For most people, working in an office full of sharks would be a bad thing. But I work as a show diver at SEA LIFE Orlando, teaching guests about the underwater world. We also assist our aquarist team in maintaining and cleaning our 300,000-gallon ocean habitat. Some days that means scrubbing the entire Atlantic Ocean; on others it means retrieving our green moray who’s managed to jump to the adjacent habitat for the umpteenth time.
It takes a little practice to get used to aquarium diving — it’s a much tighter space than you’d think. Great buoyancy is a must, because our habitats are a maximum of 17 feet deep. You also need to be aware of your surroundings — there are a lot of animals in there, and if you don’t watch your fins, you’re likely to smack one in the face.
A typical show consists of a back-and-forth between a dry-side host and me via a comm link as we discuss our animals — I like to teach the appropriate dive signs as we go along — and marine conservation. Once we open the floor for questions and pictures, the real fun starts. Kids line up for high-fives and to play rock-paper-scissors through the window. Sometimes we’re photobombed by Chely, a rescued green sea turtle.

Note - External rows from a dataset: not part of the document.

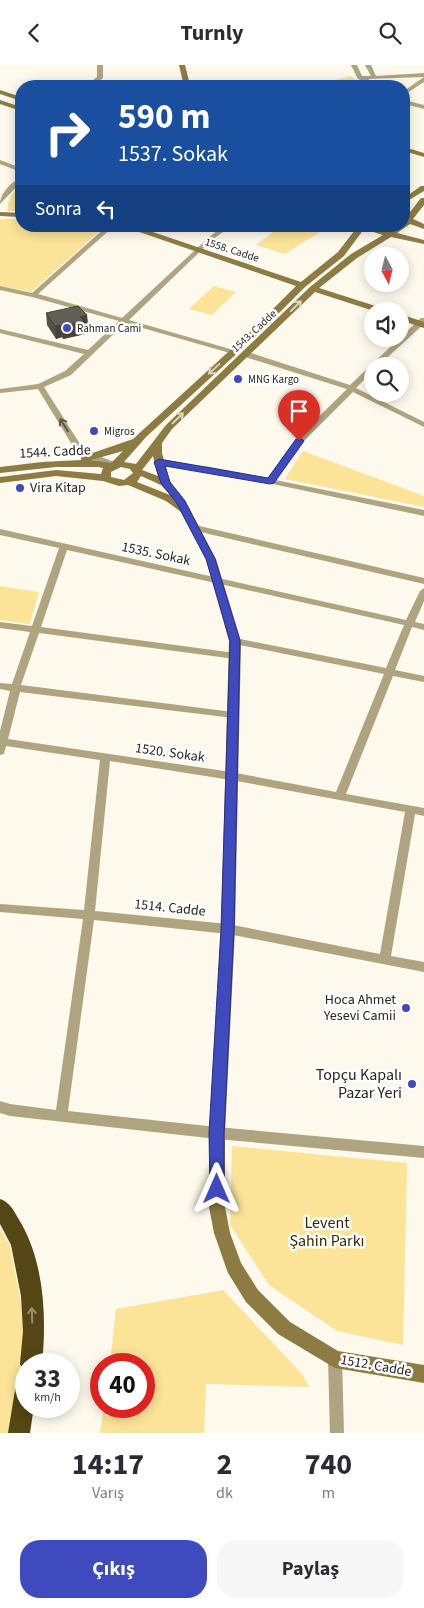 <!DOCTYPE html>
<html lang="tr">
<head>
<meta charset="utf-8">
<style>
  body { margin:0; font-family:"Source Sans 3",sans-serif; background:#f7f7f7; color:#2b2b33; height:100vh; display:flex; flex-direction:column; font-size:19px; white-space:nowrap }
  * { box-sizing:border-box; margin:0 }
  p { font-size:16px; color:#7c7c81 }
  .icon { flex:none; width:28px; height:28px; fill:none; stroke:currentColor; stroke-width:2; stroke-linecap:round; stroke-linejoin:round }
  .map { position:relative; height:1368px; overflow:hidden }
  .sheet { display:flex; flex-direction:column; background:#fff; flex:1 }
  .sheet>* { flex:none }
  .hud { position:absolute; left:15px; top:15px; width:395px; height:152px; border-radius:20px; box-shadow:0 2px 12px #0003; background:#1a4fa0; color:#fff; overflow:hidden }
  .needle { width:32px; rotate:173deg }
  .buttons { position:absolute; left:364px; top:182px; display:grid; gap:10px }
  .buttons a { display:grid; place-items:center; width:45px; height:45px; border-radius:50%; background:#fff; box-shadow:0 2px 12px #0003; font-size:25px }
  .speed { position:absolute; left:15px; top:1288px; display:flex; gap:10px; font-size:25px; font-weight:700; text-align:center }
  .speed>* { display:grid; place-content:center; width:65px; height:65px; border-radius:50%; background:#fff; box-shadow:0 2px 12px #0003; line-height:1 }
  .speed small { font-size:12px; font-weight:400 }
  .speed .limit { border:8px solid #d22; background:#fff; color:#111 }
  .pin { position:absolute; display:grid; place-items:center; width:42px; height:42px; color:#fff; margin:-51px -21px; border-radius:50% 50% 50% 0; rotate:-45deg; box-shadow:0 0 5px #0007 }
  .pin .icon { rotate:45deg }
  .me { position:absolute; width:55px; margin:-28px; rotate:0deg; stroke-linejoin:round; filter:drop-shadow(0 0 4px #0008) }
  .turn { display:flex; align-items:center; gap:18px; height:105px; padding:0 20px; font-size:22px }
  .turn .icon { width:65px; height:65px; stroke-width:2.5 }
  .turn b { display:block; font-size:35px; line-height:42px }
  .then { display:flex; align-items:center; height:48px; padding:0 20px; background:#0003; gap:10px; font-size:19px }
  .eta { display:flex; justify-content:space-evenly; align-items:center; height:85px; text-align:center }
  .eta b { font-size:30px; font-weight:700; line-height:35px }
  .cta { display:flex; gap:10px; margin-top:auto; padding:10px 20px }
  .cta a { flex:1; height:58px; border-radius:20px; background:#3f4abe; color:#fff; font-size:20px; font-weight:700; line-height:58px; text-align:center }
  .cta a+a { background:#f7f7f7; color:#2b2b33 }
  header { display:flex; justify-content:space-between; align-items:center; height:65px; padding:0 20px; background:#fff; font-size:22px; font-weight:700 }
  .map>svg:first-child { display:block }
  .green { fill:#fbe398 }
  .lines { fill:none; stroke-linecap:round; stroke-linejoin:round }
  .street { fill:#afa480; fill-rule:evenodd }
  .secondary { fill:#8c7b43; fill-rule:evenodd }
  .highway { fill:#544615; fill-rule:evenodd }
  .wall { fill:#545248 }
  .shaded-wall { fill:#45423b }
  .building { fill:#625f54; stroke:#45423b }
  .oneway { stroke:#d7d1bd }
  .oneway2 { stroke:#5d5847 }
  .oneway3 { stroke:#989073 }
  .route { fill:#3f4abe; stroke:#29307c }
  .poi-dot { fill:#3f4abe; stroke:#fff; stroke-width:2 }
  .labels { text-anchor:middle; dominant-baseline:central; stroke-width:5; stroke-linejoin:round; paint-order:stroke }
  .far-street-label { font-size:11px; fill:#272621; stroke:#fff }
  .far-poi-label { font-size:11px; fill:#272621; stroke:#fff; text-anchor:start }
  .street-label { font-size:14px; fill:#272621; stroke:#fff }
  .poi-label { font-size:14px; fill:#272621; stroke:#fff; text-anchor:start }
  .near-poi-label { font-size:16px; fill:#272621; stroke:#fff; text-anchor:end }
  .near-park-label { font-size:16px; fill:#352a01; stroke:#fff }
</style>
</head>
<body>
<header><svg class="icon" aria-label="back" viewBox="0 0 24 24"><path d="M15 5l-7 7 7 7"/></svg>Turnly<svg class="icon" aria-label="search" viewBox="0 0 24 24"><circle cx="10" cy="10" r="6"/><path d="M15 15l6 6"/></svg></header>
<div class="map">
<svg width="424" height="1368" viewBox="0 0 424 1368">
  <rect width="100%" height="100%" fill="#fdf9ec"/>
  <path class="green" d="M350,11L360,18L342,21H283L318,20Z
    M21,119V146H8C6,135 14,126 21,119Z
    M0,154H21V161L104,162L31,227L0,221Z
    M281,161H329L285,189L256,180Z
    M214,221L236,227L212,250L189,244Z
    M303,386L424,431V442L285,414Z
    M0,521L39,527L30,559L0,555Z
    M232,1081L407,1098L403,1280L337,1266L269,1220L230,1160Z
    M0,1163L10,1181L25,1259L20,1344L15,1368H0Z
    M223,1225L303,1310L309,1322L206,1319L204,1368H100L104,1341H144V1299H110L116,1244Z"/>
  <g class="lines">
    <path class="street" d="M97,0H103V13L92,21H86L97,12Z
      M351,0H357L362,11H371L365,0H371L376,11L424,8V12L368,14L384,21H377L358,14Z
      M424,12V17L404,30V26Z
      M404,35L424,40V44L404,39Z
      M0,95L21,103V107L0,99Z
      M21,112V117L0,139C0,128 12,117 21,112Z
      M107,161H114L38,229L122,253L208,173L223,161H231L212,175L129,255L237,286L233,288H230L125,258L71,310L44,322L80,379L96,390L117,398V402H114L90,394L74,383L38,324L0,328V324L38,319L65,306L84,289L0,268V264L88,285L119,256L32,232L0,225V221L32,228Z
      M421,253H424V259L378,301H372V307L356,323L424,357V362L353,327L302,378L275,415L424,445V451L211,406L159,399L155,397L159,395L211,402L268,413L296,374L347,324L242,291V287H248L350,320Z
      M195,460L424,513V519L192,465V461Z
      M0,464L406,555L420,526L424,523V536L415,557L424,559V565L412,562L395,605L424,611V617L393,611L346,729L424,743V751L415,749L391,891L424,897V907L228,869L94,855L68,1046L217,1062L424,1081V1093L217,1074L10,1051L0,1048V1036L10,1039L56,1045L83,854L0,847V839L84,845L100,695L6,681L4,689L0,690V666L10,626L0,624V618L12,619L30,567L0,563V557L32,561L59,483L0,470ZM67,485L404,560L386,603L235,573L230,576L235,579L384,609L336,727L231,707L8,674L20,627L233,653L238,650L233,647L21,620L39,568L235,594L240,591L235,588L41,562ZM110,696L231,715L405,747L380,889L228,859L95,846Z
      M335,1287L340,1289L342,1294L344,1368H330L328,1294L330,1289Z"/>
    <path class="secondary" d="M179,0H185L189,16L193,21H186L183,17Z
      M0,25L21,32V36L0,29Z
      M0,35L21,42V46L0,39Z
      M404,82L424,88V92L404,86Z
      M421,121H424V126L404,138V133Z
      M421,133H424V140L413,154L424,159V164L410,159L397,168L424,175V179L391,172L357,193L319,223L385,244L386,246H374L315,227L172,364L162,378V388L170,417L185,436L216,494L241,576L235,864L225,1068V1142L230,1168L241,1198L258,1225L290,1257L338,1286L424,1300V1318L335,1303L278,1269L246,1237L228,1208L214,1168L209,1142V1068L221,864L229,576L206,494L181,447L166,436L128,420L119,421L103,416L56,411L0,418V412L56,405L101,409L103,403L98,402H56L0,408V402L42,397L81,395V392L133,374L250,267L296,221L122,161H135L301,217L338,187L358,161H372L388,166L397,161H404V151H407ZM364,164L383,170L351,189L310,222L166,360L136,399L124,397L146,372L256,271L305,222L344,191ZM123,386L111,398L91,395ZM153,391L158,411L142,405ZM121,402L130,404L133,408L124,415L111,412V407ZM141,411L161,420L170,430L137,417Z
      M0,147L21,148V152L0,151Z
      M400,249L424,257V263L400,255Z"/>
    <path class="highway" d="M0,1134C9,1137 13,1144 18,1153C44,1194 47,1251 42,1299H26V1308L24,1306L20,1299L23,1266L21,1231L11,1180L0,1159Z
      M26,1314V1341H34L30,1368H8L15,1325L18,1317Z"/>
  </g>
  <path class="wall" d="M46,248L87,250L88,262L84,263L85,269L63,274L62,272L56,274L47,260Z"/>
  <path class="shaded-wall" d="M406,58L405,64L404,65V59Z
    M87,250L88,262L84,263L85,269L63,274L62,262L80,252Z
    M61,260L62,272L56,274L55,261Z"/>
  <path class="building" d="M78,241L87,250L80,252L84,256L62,262L61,260L55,261L46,248Z"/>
  <defs><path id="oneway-shaft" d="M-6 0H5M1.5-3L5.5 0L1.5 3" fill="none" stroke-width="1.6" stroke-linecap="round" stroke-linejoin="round" transform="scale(1.25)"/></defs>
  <g class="oneway">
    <use href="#oneway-shaft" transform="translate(296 241) rotate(-45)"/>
    <use href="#oneway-shaft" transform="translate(214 304) rotate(137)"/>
    <use href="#oneway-shaft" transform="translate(178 353) rotate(-44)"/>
  </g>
  <use class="oneway2" href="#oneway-shaft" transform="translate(64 360) rotate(-122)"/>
  <use class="oneway3" href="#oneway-shaft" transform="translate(32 1250) rotate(-92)"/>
  <path class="route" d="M296,374H302L304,376L274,418L270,419L165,401L170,417L185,436L215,494L240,576L234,864L224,1068V1124L222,1128L217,1130L212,1128L210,1124L209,1068L221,864L230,576L206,494L176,437L161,418L154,397L159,394L268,413Z"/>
  <g class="poi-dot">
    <circle cx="67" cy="263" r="5"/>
    <circle cx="238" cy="314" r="5"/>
    <circle cx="94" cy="366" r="5"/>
    <circle cx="20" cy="423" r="5"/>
    <circle cx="406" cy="943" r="5"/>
    <circle cx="412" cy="1019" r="5"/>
  </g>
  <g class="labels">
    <g class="far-street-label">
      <text transform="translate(232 185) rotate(18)">1558. Cadde</text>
      <text transform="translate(254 266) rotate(-43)">1543. Cadde</text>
    </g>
    <g class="far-poi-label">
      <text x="77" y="263">Rahman Cami</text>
      <text x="248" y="314">MNG Kargo</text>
      <text x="104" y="366">Migros</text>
    </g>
    <g class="street-label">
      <text transform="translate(55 387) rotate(-3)">1544. Cadde</text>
      <text transform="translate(156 489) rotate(12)">1535. Sokak</text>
      <text transform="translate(170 688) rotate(8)">1520. Sokak</text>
      <text transform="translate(170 843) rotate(6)">1514. Cadde</text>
      <text transform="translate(376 1301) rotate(10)">1512. Cadde</text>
    </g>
    <g class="poi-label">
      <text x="30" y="423">Vira Kitap</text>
      <text x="396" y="935" text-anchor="end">Hoca Ahmet<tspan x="396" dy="16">Yesevi Camii</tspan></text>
    </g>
    <g class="near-poi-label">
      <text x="402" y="1010">Topçu Kapalı<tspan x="402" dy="18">Pazar Yeri</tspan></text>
    </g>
    <g class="near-park-label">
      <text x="327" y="1158">Levent<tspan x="327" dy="18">Şahin Parkı</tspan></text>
    </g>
  </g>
</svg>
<div class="buttons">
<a><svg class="needle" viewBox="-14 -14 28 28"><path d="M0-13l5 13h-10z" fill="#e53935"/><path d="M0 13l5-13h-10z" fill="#7c7c81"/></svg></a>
<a><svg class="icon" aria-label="sound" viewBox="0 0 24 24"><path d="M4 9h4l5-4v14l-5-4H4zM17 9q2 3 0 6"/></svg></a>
<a><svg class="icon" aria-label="search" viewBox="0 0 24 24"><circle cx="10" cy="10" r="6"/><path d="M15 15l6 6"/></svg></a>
</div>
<div class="speed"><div>33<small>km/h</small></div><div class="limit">40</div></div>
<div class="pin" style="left:299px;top:376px;background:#d93025"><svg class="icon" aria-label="arrive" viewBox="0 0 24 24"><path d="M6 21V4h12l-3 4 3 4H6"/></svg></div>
<svg class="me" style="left:217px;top:1124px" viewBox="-20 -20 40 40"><path d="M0-17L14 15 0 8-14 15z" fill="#3f4abe" stroke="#fff" stroke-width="4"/></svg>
<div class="hud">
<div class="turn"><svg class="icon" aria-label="right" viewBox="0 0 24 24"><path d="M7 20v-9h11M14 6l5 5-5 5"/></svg><div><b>590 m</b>1537. Sokak</div></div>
<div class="then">Sonra<svg class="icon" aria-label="left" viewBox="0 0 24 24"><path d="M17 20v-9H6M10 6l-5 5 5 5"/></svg></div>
</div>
</div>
<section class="sheet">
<div class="eta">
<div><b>14:17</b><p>Varış</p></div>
<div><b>2</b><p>dk</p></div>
<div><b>740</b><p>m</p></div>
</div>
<div class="cta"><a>Çıkış</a><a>Paylaş</a></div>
</section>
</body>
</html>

But my favorite show-stealers are the sharks. Our habitat holds five species: sandbar, nurse, gray reef, blacktip and a zebra. One question we get every show is, “Are you afraid of the sharks?” at which I can’t help but laugh. As most divers know, sharks tend to swim off the moment they see you. Ours used to avoid us too, but with time they’ve become comfortable with us.
On one occasion, one of our 5-foot sandbar sharks nonchalantly swam over my shoulder and high-fived me as I spoke with a guest. The man froze mid-sentence. Of course, he couldn’t see my ear-to-ear grin behind the full-face mask.